Keine schadensgleiche Vermögensgefährdung durch Überweisungsauftrag, der nicht ausgeführt wird

In einem anderen Fall war die Annahme des Landgerichts, der Betrug sei noch nicht vollendet gewesen, auf der Grundlage der Feststellungen, dass die Überweisungen durch die beauftragten Banken nicht ausgeführt wurden, nicht zu beanstanden. Denn in jenem Fall war nicht belegt, dass es zu einer Gutschrift der Überweisungsbeträge auf dem Empfängerkonto gekommen ist. Damit war aber auch ein Schaden – und sei es nur in Gestalt einer schadensgleichen Vermögensgefährdung – (noch) nicht eingetreten (vgl. BGH, Beschluss vom 05.09.2018 – 2 StR 31/18 Rn. 27).

Finanzagenten keine Bandenmitglieder

Ebenfalls zulässig war die Schlussfolgerung des Landgerichts, die jeweils nur für einzelne Taten herangezogenen „Finanzagenten“ seien keine Bandenmitglieder gewesen […].

…und schließlich: Keine Geldwäsche, wegen § 261 Abs. 7 StGB

Und bezüglich einer möglichen Geldwäsche bzw. dem Absehen davon, war das Urteil ebenfalls nicht zu beanstanden. Denn mit § 261 Abs. 7 StGB gilt: Wer wegen Beteiligung an der Vortat strafbar ist, wird [wegen Geldwäsche] nur dann bestraft, wenn er den Gegenstand in den Verkehr bringt und dabei dessen rechtswidrige Herkunft verschleiert. Und das war nicht der Fall: Denn die Überweisungen auf die Konten der „Finanzagenten“ waren als die maßgeblichen Vermögensverfügungen Tathandlungen des Betruges und stellten deshalb kein Inverkehrbringen im Sinne von § 261 Abs. 7 StGB dar. Eine strafbare Selbstgeldwäsche, also eine Geldwäschehandlung mit Unrechtssteigerung (vgl. BGH, Beschluss vom 27.11.2018 – 5 StR 234/18, BGHSt 63, 268 Rn. 11) lag auch nicht in den Weiterleitungen an den Hintermann, weil das Erlangen der tatsächlichen Verfügungsgewalt durch einen Mittäter ohne zusätzliche Verschleierungshandlungen dafür regelmäßig nicht genügt (vgl. BGH, Beschluss vom 15.08.2023 – 5 StR 177/23, NStZ 2024, 90, 91; MüKo-StGB/Neuheuser, 4. Aufl., § 261 Rn. 134).

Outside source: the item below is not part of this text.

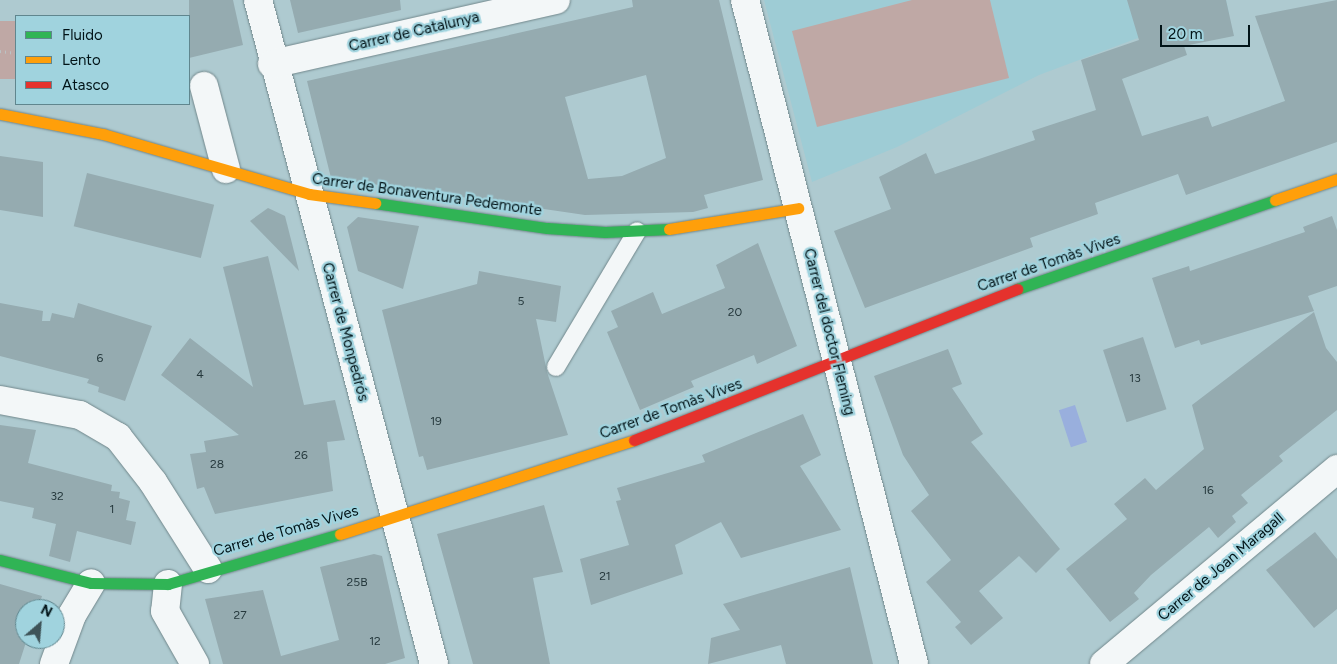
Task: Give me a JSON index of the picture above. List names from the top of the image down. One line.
{"streets":{"street":["Carrer de Catalunya","Carrer de Bonaventura Pedemonte","Carrer de Tomàs Vives","Carrer de Monpedrós","Carrer del doctor Fleming","Carrer de Joan Maragall"]},"crossings":[["Carrer de Catalunya","Carrer de Monpedrós"],["Carrer de Bonaventura Pedemonte","Carrer de Monpedrós"],["Carrer de Bonaventura Pedemonte","Carrer del doctor Fleming"],["Carrer de Tomàs Vives","Carrer de Monpedrós"],["Carrer de Tomàs Vives","Carrer del doctor Fleming"]],"house_numbers":["5","20","6","4","13","19","26","28","16","32","1","21","25B","27","12"],"legend":["Fluido","Lento","Atasco"],"scale_bar":"20 m","north":"top right"}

Warum solltest Du das Urteil noch lesen?

  • Es enthält eigentlich alles, was sich ein Prüfer wünscht: Ein umfangreicher Fall, leicht abseitige Normen (§ 261 StGB) und ein Spiel auf der Klaviatur des Betrugs
  • Der Fall wäre in Umfang und Schwierigkeit daher unter Umständen 1:1 der richtige für eine Klausur
  • Zudem kannst Du Dich in die revisionsrechtlichen Maßstäbe einlesen und verstehst für die revisionsrechtliche Klausur, was durch das Revisionsgericht überprüfbar ist (und was nicht)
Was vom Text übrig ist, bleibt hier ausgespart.